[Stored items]
*** Begin section ***

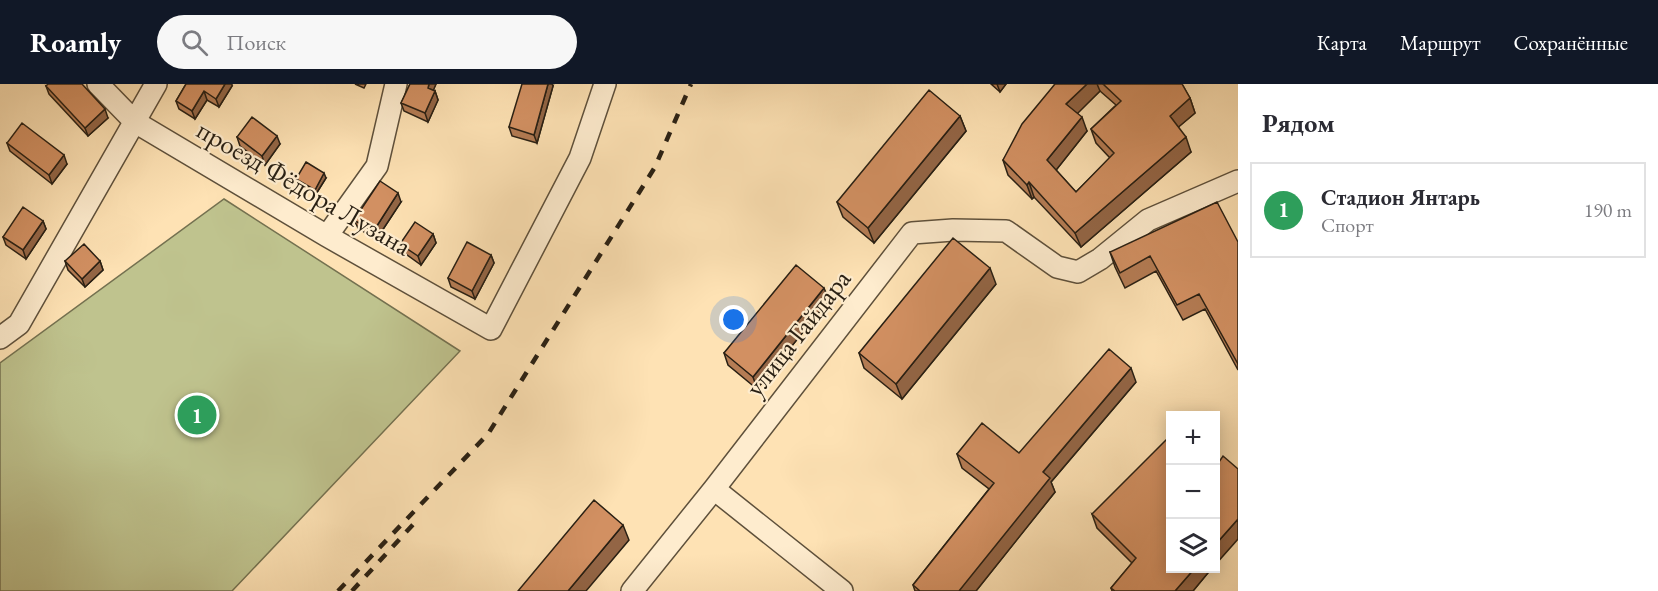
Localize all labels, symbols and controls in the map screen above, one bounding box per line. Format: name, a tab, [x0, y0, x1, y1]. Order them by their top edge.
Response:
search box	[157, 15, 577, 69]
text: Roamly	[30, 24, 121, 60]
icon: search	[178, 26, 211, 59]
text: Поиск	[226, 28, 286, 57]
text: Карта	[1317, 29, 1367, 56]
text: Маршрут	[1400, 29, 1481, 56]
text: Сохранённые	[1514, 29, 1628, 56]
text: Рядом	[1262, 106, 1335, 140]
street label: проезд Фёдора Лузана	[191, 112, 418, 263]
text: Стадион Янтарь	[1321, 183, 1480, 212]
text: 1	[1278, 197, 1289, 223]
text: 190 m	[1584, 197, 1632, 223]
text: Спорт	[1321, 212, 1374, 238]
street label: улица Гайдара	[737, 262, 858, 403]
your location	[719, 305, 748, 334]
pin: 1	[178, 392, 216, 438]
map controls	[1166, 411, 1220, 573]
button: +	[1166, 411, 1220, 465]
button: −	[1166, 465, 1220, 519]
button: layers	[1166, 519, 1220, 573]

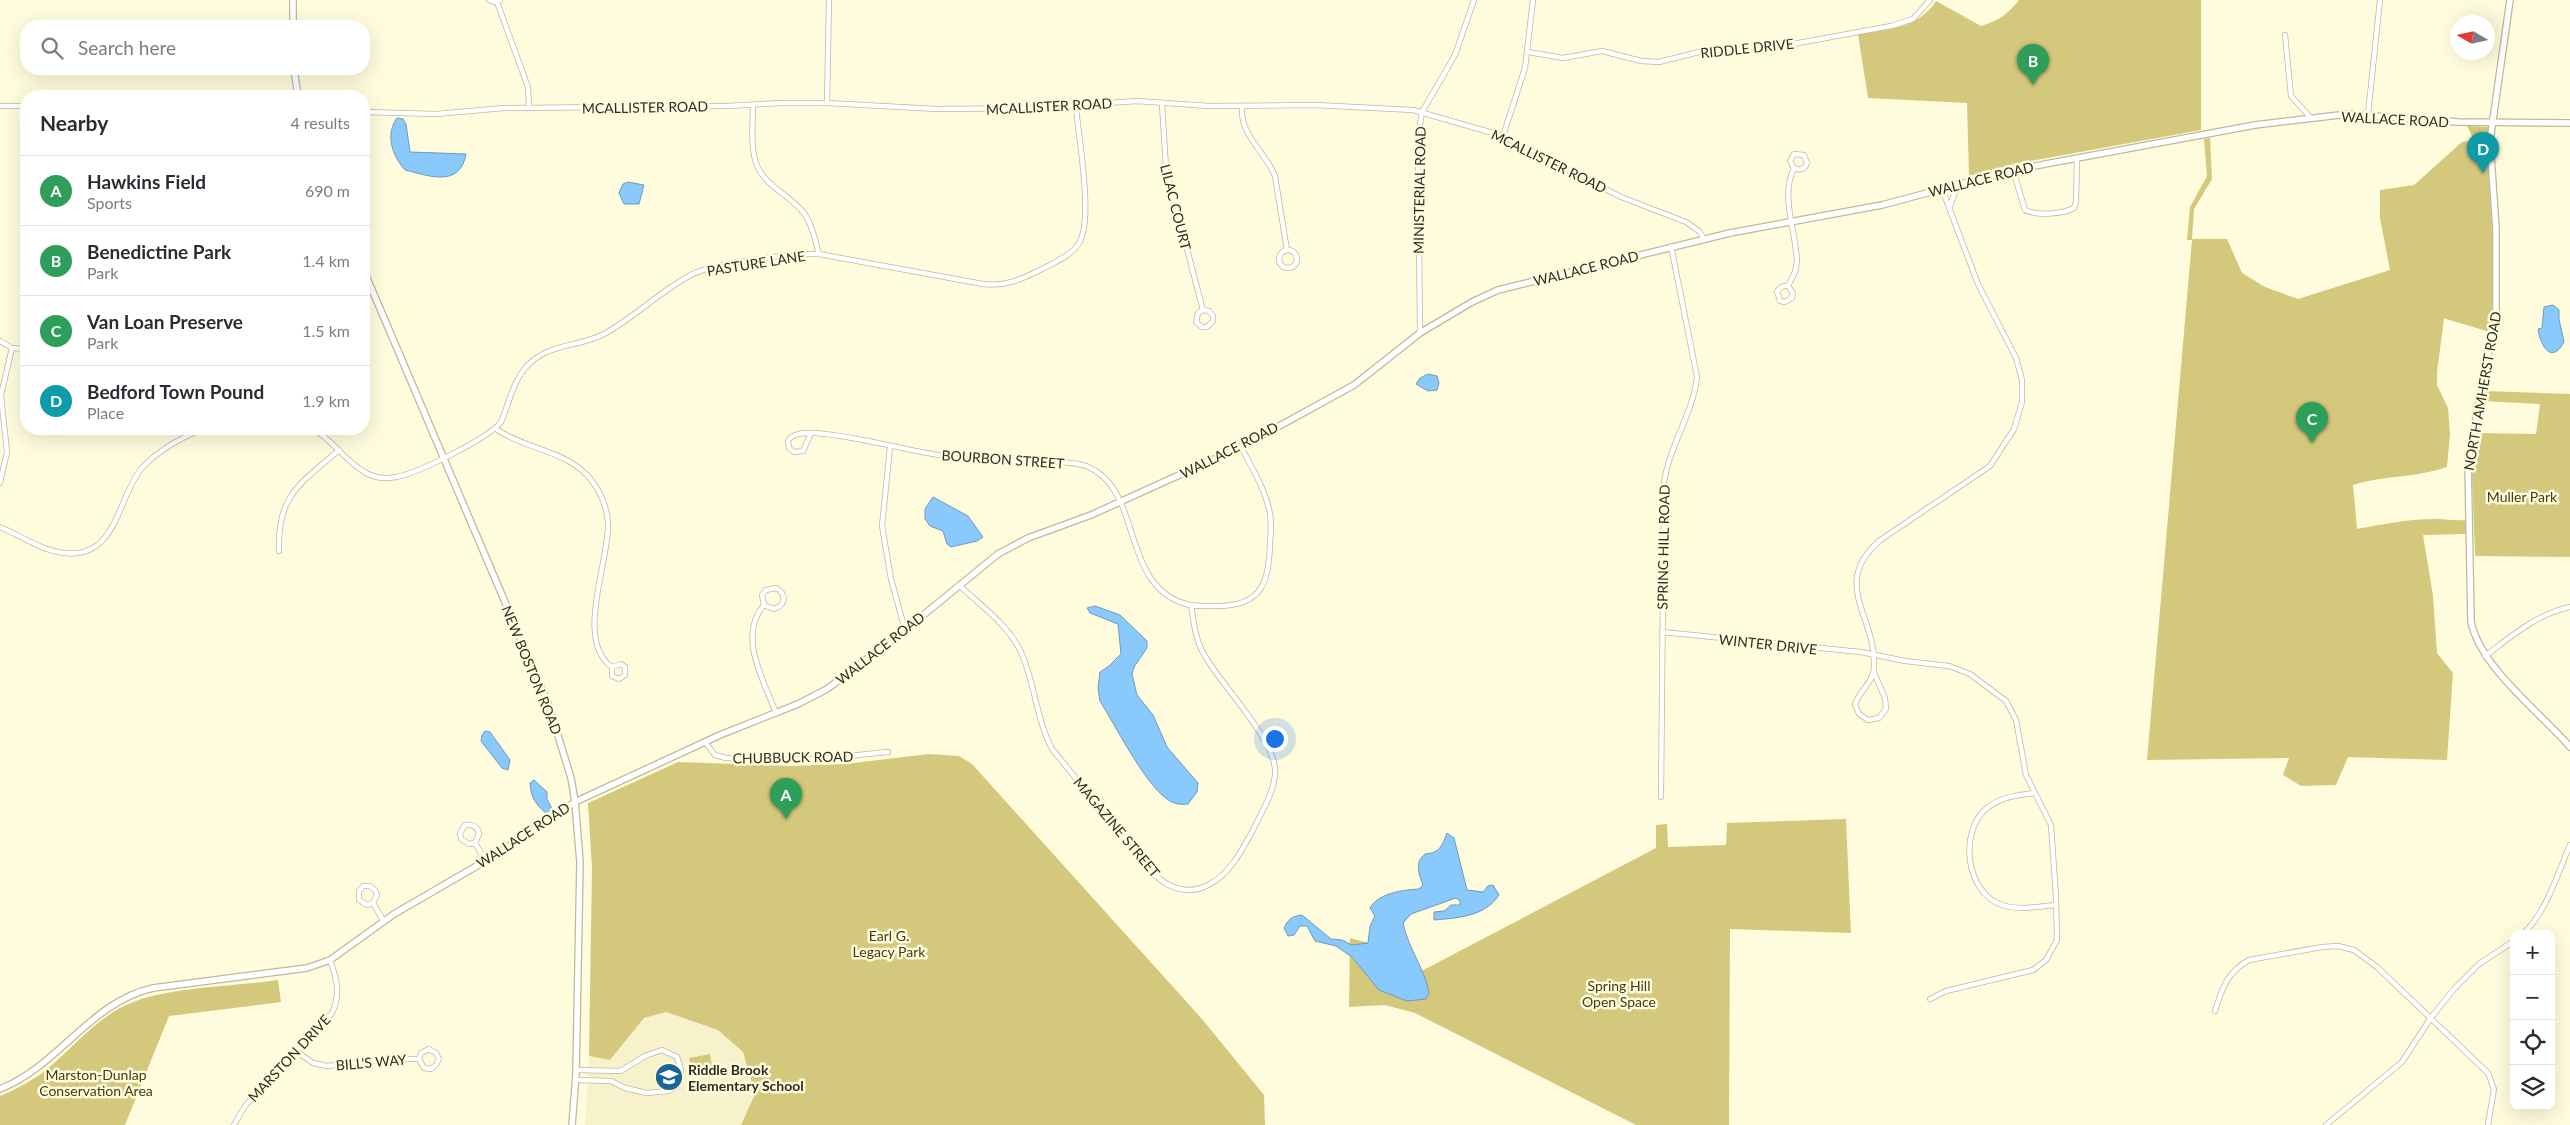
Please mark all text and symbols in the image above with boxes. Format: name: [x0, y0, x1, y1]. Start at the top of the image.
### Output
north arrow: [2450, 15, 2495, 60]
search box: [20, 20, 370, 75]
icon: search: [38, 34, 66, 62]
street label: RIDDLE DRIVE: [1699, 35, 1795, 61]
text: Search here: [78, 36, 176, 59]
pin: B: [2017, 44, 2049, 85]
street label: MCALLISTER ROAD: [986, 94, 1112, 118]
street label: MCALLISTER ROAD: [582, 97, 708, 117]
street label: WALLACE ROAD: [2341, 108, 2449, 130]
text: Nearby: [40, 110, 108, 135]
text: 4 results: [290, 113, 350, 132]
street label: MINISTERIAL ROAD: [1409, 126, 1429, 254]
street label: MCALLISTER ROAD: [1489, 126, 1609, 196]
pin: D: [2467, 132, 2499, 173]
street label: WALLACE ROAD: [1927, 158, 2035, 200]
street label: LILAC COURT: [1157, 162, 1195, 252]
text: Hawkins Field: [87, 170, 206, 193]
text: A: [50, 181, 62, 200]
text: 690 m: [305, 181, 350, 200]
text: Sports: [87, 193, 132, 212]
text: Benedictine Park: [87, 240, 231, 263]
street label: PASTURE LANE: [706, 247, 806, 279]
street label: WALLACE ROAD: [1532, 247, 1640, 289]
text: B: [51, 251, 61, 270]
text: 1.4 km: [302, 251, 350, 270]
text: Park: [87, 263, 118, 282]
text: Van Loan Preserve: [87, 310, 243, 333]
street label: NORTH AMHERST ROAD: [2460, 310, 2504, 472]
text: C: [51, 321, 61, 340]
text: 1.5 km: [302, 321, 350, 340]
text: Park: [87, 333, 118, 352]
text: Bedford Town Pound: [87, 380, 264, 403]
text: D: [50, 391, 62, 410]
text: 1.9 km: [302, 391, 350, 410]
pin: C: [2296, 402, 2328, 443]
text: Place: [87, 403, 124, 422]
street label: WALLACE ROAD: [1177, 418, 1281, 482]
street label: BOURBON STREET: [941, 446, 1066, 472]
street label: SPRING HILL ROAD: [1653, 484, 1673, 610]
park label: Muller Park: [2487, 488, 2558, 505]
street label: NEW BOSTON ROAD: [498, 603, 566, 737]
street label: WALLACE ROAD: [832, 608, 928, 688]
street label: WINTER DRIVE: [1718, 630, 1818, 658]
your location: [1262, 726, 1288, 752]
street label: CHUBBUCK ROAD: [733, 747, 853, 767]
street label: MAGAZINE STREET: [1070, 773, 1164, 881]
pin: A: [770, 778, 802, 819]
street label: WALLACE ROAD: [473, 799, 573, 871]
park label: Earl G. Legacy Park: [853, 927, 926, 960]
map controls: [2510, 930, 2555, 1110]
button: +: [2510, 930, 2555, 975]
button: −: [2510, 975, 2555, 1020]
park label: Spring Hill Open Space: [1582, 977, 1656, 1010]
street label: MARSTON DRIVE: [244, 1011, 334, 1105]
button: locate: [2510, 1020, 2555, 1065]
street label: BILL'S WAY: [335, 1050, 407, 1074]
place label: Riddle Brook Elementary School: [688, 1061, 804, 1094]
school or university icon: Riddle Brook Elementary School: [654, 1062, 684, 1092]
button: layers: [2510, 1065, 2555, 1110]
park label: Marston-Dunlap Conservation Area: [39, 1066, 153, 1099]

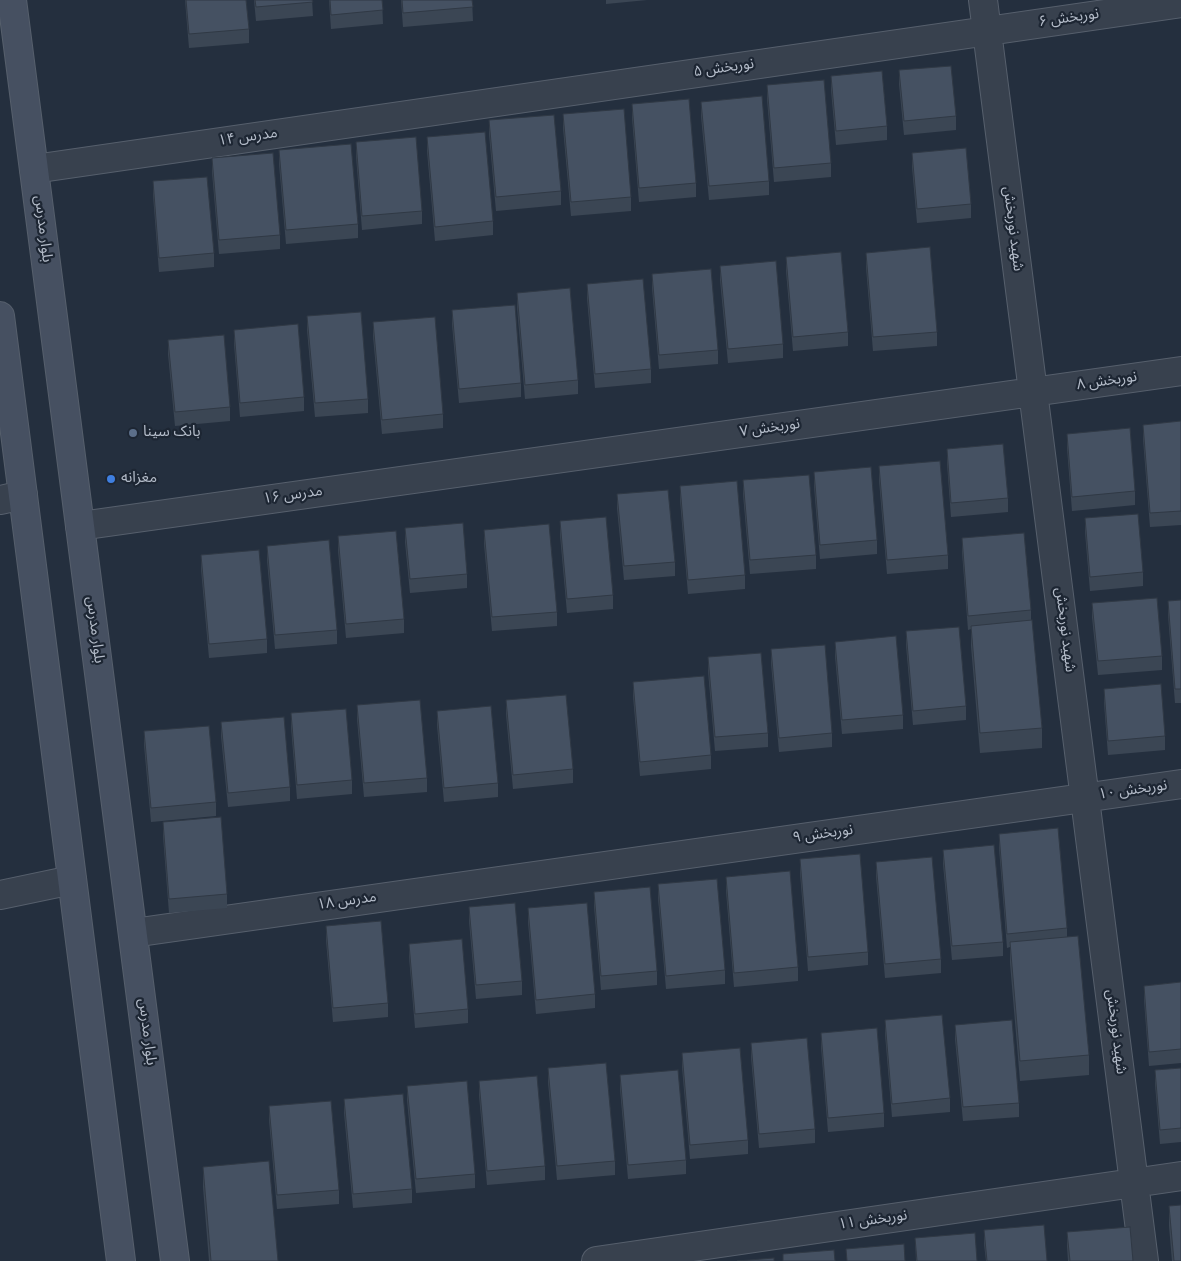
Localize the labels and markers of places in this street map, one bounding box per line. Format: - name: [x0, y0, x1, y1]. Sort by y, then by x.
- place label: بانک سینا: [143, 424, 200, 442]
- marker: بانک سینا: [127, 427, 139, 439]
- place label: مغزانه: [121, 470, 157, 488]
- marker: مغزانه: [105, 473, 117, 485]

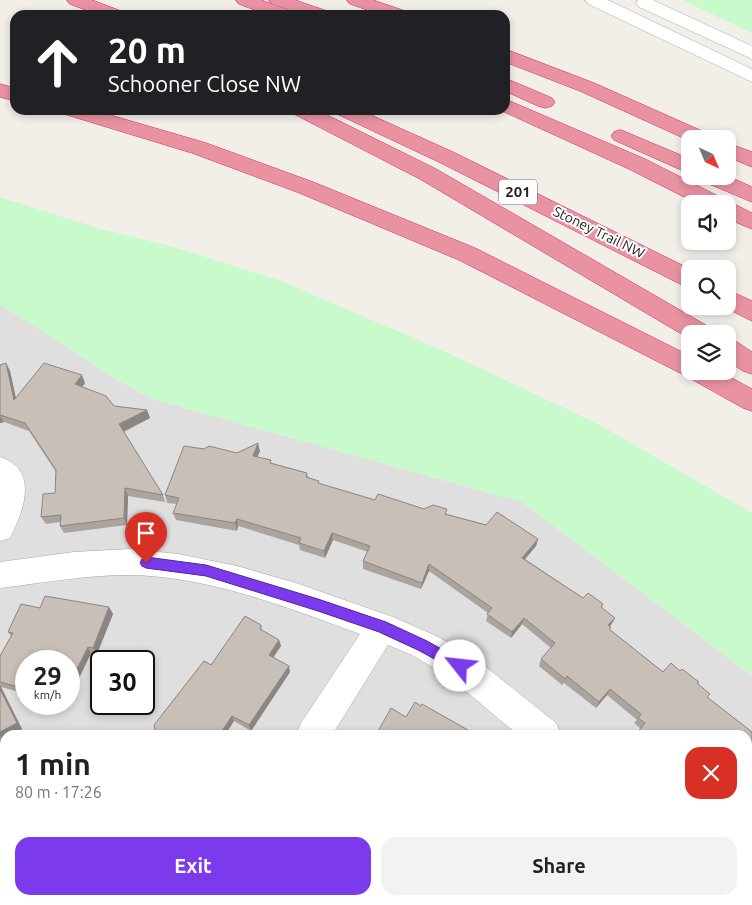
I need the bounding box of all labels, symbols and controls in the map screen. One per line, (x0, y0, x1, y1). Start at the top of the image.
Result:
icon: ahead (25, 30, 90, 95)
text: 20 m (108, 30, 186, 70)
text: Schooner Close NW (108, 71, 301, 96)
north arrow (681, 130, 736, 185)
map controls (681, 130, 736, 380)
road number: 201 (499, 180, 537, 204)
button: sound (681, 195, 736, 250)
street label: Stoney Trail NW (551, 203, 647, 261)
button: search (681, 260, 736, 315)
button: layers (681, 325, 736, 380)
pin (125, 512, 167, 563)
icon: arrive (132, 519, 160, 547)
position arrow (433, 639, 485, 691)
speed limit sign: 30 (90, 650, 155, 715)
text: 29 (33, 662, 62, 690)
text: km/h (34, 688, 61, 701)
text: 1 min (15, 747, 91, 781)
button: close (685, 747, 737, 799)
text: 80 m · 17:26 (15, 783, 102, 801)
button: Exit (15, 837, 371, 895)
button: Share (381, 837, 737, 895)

*** End section ***

- _Task item_
Copy each line of the records above exactly as written. Do not carry over any picture.

- _Task output_
Localize all labels, symbols and controls in the map screen above, one bounding box per line. Format: name, a tab, [x0, y0, x1, y1]. Order them by their top edge.
Response:
search box	[157, 15, 577, 69]
text: Roamly	[30, 24, 121, 60]
icon: search	[178, 26, 211, 59]
text: Поиск	[226, 28, 286, 57]
text: Карта	[1317, 29, 1367, 56]
text: Маршрут	[1400, 29, 1481, 56]
text: Сохранённые	[1514, 29, 1628, 56]
text: Рядом	[1262, 106, 1335, 140]
street label: проезд Фёдора Лузана	[191, 112, 418, 263]
text: Стадион Янтарь	[1321, 183, 1480, 212]
text: 1	[1278, 197, 1289, 223]
text: 190 m	[1584, 197, 1632, 223]
text: Спорт	[1321, 212, 1374, 238]
street label: улица Гайдара	[737, 262, 858, 403]
your location	[719, 305, 748, 334]
pin: 1	[178, 392, 216, 438]
map controls	[1166, 411, 1220, 573]
button: +	[1166, 411, 1220, 465]
button: −	[1166, 465, 1220, 519]
button: layers	[1166, 519, 1220, 573]

Please mark all text and symbols in the image above with boxes. Format: name: [x0, y0, x1, y1]. Start at the top of the image.
### Output
north arrow: [2450, 15, 2495, 60]
search box: [20, 20, 370, 75]
icon: search: [38, 34, 66, 62]
street label: RIDDLE DRIVE: [1699, 35, 1795, 61]
text: Search here: [78, 36, 176, 59]
pin: B: [2017, 44, 2049, 85]
street label: MCALLISTER ROAD: [986, 94, 1112, 118]
street label: MCALLISTER ROAD: [582, 97, 708, 117]
street label: WALLACE ROAD: [2341, 108, 2449, 130]
text: Nearby: [40, 110, 108, 135]
text: 4 results: [290, 113, 350, 132]
street label: MINISTERIAL ROAD: [1409, 126, 1429, 254]
street label: MCALLISTER ROAD: [1489, 126, 1609, 196]
pin: D: [2467, 132, 2499, 173]
street label: WALLACE ROAD: [1927, 158, 2035, 200]
street label: LILAC COURT: [1157, 162, 1195, 252]
text: Hawkins Field: [87, 170, 206, 193]
text: A: [50, 181, 62, 200]
text: 690 m: [305, 181, 350, 200]
text: Sports: [87, 193, 132, 212]
text: Benedictine Park: [87, 240, 231, 263]
street label: PASTURE LANE: [706, 247, 806, 279]
street label: WALLACE ROAD: [1532, 247, 1640, 289]
text: B: [51, 251, 61, 270]
text: 1.4 km: [302, 251, 350, 270]
text: Park: [87, 263, 118, 282]
text: Van Loan Preserve: [87, 310, 243, 333]
street label: NORTH AMHERST ROAD: [2460, 310, 2504, 472]
text: C: [51, 321, 61, 340]
text: 1.5 km: [302, 321, 350, 340]
text: Park: [87, 333, 118, 352]
text: Bedford Town Pound: [87, 380, 264, 403]
text: D: [50, 391, 62, 410]
text: 1.9 km: [302, 391, 350, 410]
pin: C: [2296, 402, 2328, 443]
text: Place: [87, 403, 124, 422]
street label: WALLACE ROAD: [1177, 418, 1281, 482]
street label: BOURBON STREET: [941, 446, 1066, 472]
street label: SPRING HILL ROAD: [1653, 484, 1673, 610]
park label: Muller Park: [2487, 488, 2558, 505]
street label: NEW BOSTON ROAD: [498, 603, 566, 737]
street label: WALLACE ROAD: [832, 608, 928, 688]
street label: WINTER DRIVE: [1718, 630, 1818, 658]
your location: [1262, 726, 1288, 752]
street label: CHUBBUCK ROAD: [733, 747, 853, 767]
street label: MAGAZINE STREET: [1070, 773, 1164, 881]
pin: A: [770, 778, 802, 819]
street label: WALLACE ROAD: [473, 799, 573, 871]
park label: Earl G. Legacy Park: [853, 927, 926, 960]
map controls: [2510, 930, 2555, 1110]
button: +: [2510, 930, 2555, 975]
button: −: [2510, 975, 2555, 1020]
park label: Spring Hill Open Space: [1582, 977, 1656, 1010]
street label: MARSTON DRIVE: [244, 1011, 334, 1105]
button: locate: [2510, 1020, 2555, 1065]
street label: BILL'S WAY: [335, 1050, 407, 1074]
place label: Riddle Brook Elementary School: [688, 1061, 804, 1094]
school or university icon: Riddle Brook Elementary School: [654, 1062, 684, 1092]
button: layers: [2510, 1065, 2555, 1110]
park label: Marston-Dunlap Conservation Area: [39, 1066, 153, 1099]

Localize the labels and markers of places in this street map, one bounding box per line. Format: - name: [x0, y0, x1, y1]. Sort by y, then by x.
- place label: بانک سینا: [143, 424, 200, 442]
- marker: بانک سینا: [127, 427, 139, 439]
- place label: مغزانه: [121, 470, 157, 488]
- marker: مغزانه: [105, 473, 117, 485]

I need the bounding box of all labels, symbols and controls in the map screen. One per line, (x0, y0, x1, y1). Start at the top of the image.
Result:
icon: ahead (25, 30, 90, 95)
text: 20 m (108, 30, 186, 70)
text: Schooner Close NW (108, 71, 301, 96)
north arrow (681, 130, 736, 185)
map controls (681, 130, 736, 380)
road number: 201 (499, 180, 537, 204)
button: sound (681, 195, 736, 250)
street label: Stoney Trail NW (551, 203, 647, 261)
button: search (681, 260, 736, 315)
button: layers (681, 325, 736, 380)
pin (125, 512, 167, 563)
icon: arrive (132, 519, 160, 547)
position arrow (433, 639, 485, 691)
speed limit sign: 30 (90, 650, 155, 715)
text: 29 (33, 662, 62, 690)
text: km/h (34, 688, 61, 701)
text: 1 min (15, 747, 91, 781)
button: close (685, 747, 737, 799)
text: 80 m · 17:26 (15, 783, 102, 801)
button: Exit (15, 837, 371, 895)
button: Share (381, 837, 737, 895)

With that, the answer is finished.